* **MATERIAL SUPPLIED**:
*****

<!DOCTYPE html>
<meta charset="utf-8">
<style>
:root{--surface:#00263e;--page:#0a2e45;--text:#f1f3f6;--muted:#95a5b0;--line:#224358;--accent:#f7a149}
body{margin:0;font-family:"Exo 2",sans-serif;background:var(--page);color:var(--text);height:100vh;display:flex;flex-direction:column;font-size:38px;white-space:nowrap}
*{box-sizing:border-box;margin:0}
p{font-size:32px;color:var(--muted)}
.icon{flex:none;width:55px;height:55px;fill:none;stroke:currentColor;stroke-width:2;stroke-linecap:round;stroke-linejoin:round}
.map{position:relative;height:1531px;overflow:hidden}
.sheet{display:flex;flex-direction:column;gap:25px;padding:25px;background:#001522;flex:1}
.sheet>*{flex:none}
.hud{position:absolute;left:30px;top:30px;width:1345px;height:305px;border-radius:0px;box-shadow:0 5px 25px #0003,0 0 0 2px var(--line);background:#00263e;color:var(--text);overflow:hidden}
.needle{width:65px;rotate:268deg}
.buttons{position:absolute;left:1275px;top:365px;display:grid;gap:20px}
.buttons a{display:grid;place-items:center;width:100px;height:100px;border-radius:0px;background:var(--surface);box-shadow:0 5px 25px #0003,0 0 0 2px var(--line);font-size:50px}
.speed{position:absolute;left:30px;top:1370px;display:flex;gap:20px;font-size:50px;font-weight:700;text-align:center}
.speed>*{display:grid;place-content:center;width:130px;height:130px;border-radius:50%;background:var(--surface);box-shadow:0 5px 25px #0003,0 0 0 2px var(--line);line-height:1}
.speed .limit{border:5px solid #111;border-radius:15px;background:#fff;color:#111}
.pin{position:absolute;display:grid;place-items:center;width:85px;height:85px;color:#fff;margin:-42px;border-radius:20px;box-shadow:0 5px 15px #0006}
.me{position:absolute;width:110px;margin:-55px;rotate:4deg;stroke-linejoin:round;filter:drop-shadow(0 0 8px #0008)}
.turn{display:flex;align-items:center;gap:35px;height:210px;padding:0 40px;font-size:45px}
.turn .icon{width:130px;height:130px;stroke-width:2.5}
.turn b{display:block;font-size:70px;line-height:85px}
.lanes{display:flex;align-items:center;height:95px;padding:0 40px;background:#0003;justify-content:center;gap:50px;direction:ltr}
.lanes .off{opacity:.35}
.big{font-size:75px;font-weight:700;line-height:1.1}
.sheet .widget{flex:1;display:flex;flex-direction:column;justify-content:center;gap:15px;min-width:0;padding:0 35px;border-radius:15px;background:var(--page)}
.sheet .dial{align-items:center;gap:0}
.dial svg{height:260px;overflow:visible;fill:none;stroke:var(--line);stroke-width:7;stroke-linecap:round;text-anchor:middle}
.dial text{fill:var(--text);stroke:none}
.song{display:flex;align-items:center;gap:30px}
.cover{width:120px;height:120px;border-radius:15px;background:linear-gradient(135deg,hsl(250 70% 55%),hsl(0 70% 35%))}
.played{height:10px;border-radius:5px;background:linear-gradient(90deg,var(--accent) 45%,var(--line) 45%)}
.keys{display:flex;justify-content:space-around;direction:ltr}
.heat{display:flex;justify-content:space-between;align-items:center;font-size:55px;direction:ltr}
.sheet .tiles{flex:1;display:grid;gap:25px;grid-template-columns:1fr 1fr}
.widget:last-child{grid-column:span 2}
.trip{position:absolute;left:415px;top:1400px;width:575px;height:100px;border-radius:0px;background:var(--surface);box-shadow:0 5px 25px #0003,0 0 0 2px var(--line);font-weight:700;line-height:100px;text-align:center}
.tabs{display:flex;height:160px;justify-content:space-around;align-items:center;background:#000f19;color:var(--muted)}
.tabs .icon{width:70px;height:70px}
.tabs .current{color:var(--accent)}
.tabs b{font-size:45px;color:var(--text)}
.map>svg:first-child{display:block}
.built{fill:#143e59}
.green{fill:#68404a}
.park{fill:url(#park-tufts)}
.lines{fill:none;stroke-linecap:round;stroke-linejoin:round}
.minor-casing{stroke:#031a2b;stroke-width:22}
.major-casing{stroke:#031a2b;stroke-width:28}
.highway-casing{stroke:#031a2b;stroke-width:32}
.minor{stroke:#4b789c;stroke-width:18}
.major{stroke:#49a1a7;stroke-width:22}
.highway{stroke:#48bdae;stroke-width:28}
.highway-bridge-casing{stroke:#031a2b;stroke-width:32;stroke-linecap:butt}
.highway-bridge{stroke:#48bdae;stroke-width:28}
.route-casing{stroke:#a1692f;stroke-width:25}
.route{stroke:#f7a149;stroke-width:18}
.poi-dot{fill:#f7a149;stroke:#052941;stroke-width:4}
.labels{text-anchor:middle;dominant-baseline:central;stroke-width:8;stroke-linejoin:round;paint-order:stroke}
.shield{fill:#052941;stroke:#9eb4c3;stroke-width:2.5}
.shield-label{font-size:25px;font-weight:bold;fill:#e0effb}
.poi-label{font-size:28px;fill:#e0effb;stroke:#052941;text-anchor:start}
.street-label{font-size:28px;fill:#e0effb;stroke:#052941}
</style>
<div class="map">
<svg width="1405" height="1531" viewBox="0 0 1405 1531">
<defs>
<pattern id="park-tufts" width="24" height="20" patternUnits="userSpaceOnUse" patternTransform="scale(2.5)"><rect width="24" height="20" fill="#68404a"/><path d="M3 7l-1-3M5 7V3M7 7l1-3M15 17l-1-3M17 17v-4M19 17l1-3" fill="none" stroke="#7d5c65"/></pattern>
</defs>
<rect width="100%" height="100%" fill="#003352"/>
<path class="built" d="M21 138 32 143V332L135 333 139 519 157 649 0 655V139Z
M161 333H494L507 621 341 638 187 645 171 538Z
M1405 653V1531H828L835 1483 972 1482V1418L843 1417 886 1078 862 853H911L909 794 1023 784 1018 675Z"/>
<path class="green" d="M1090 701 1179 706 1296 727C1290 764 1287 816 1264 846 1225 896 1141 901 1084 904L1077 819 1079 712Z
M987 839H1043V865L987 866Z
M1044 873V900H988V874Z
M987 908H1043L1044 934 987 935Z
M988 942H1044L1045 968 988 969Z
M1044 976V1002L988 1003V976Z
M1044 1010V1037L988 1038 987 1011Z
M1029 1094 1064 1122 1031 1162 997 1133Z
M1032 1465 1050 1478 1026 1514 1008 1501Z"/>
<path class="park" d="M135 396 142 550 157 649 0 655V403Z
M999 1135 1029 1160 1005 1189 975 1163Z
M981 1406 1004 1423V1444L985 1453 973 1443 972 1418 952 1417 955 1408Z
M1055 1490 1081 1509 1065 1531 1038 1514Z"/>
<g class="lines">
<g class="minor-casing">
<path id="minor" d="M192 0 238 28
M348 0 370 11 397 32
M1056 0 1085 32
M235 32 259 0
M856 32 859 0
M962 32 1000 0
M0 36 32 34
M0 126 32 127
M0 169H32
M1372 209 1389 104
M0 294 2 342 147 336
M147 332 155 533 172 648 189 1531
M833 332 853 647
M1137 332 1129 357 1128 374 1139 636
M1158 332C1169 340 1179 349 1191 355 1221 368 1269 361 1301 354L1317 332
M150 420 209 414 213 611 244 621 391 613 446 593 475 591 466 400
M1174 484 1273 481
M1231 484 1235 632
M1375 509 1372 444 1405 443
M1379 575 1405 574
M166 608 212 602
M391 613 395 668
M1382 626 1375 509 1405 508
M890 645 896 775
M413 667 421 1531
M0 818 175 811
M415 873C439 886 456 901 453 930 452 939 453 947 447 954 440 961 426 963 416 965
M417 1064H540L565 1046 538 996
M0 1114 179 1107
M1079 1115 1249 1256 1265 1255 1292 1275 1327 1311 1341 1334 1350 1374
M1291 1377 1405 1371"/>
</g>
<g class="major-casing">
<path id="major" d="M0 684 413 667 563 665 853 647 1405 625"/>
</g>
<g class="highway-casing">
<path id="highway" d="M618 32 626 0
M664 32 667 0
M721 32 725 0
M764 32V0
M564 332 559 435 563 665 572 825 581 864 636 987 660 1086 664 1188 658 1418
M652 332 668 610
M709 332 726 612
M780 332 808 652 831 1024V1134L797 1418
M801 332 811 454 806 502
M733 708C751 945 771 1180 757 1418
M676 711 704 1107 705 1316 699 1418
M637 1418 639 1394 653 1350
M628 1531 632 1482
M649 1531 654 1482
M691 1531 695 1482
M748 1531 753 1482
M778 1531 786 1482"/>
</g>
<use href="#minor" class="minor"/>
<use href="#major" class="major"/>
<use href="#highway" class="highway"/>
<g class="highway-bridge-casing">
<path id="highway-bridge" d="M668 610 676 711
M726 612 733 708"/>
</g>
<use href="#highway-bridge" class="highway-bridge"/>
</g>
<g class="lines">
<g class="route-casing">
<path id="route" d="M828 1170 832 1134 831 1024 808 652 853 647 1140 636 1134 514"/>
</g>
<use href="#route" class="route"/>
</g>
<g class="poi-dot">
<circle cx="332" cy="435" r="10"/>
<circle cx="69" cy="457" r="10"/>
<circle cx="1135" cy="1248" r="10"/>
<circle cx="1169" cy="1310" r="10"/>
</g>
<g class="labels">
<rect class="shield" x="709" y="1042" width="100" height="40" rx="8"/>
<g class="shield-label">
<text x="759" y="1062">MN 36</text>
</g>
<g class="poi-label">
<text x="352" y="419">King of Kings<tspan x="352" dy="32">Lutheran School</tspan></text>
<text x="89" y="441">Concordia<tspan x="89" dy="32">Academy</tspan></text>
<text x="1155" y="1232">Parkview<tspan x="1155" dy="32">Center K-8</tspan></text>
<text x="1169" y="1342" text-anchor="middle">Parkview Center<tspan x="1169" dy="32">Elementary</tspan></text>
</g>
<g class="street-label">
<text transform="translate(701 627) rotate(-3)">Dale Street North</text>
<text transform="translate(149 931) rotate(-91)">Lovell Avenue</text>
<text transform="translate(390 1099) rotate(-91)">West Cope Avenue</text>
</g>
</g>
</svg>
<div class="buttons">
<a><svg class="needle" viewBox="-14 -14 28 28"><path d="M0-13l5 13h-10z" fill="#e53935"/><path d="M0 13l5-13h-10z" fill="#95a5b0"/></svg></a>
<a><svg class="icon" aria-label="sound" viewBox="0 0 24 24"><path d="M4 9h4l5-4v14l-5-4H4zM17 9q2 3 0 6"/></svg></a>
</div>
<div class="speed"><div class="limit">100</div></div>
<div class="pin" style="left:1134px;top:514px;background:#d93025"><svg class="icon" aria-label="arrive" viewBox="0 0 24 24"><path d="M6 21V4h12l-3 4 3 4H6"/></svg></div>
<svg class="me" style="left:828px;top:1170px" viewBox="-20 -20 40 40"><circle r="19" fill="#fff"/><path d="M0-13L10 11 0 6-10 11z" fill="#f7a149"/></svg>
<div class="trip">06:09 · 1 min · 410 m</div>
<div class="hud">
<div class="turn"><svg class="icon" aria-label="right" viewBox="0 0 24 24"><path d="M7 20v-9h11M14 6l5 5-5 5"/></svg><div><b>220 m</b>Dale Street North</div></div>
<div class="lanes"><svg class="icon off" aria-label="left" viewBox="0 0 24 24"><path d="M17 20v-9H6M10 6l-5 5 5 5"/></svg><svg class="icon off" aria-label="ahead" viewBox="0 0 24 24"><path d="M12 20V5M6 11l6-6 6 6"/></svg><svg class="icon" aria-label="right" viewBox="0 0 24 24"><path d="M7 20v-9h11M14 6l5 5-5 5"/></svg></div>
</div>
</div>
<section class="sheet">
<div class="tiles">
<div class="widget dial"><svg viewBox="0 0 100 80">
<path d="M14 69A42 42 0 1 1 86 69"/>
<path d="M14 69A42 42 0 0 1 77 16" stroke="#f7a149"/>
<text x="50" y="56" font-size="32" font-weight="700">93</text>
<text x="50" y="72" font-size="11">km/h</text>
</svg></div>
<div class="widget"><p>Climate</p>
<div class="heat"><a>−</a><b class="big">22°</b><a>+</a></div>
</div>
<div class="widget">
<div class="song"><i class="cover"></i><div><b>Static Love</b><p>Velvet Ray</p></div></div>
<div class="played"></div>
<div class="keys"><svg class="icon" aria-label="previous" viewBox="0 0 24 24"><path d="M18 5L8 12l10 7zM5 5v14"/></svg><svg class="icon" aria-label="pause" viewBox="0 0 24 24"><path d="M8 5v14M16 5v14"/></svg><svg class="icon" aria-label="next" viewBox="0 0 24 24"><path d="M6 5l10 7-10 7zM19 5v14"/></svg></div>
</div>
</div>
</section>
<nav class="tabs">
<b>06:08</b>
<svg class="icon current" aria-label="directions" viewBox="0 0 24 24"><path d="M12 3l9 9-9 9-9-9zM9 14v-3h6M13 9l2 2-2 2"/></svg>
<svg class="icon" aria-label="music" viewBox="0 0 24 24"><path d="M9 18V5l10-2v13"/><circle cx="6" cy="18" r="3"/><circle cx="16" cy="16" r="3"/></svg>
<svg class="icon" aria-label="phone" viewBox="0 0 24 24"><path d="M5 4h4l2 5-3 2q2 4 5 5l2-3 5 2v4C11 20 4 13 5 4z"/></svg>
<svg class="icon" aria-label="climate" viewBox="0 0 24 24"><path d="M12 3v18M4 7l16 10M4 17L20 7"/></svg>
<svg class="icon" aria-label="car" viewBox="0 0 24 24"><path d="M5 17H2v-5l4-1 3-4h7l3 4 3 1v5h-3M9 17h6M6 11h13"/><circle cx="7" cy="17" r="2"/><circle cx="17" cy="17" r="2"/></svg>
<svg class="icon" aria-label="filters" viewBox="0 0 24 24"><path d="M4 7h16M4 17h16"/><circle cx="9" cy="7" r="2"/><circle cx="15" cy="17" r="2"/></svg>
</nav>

*****

* **PROBLEM REQUIREMENTS**: Every line of the listing above that contains "margin" is to be copied.

* **ANSWER BOX**:
body{margin:0;font-family:"Exo 2",sans-serif;background:var(--page);color:var(--text);height:100vh;display:flex;flex-direction:column;font-size:38px;white-space:nowrap}
*{box-sizing:border-box;margin:0}
.pin{position:absolute;display:grid;place-items:center;width:85px;height:85px;color:#fff;margin:-42px;border-radius:20px;box-shadow:0 5px 15px #0006}
.me{position:absolute;width:110px;margin:-55px;rotate:4deg;stroke-linejoin:round;filter:drop-shadow(0 0 8px #0008)}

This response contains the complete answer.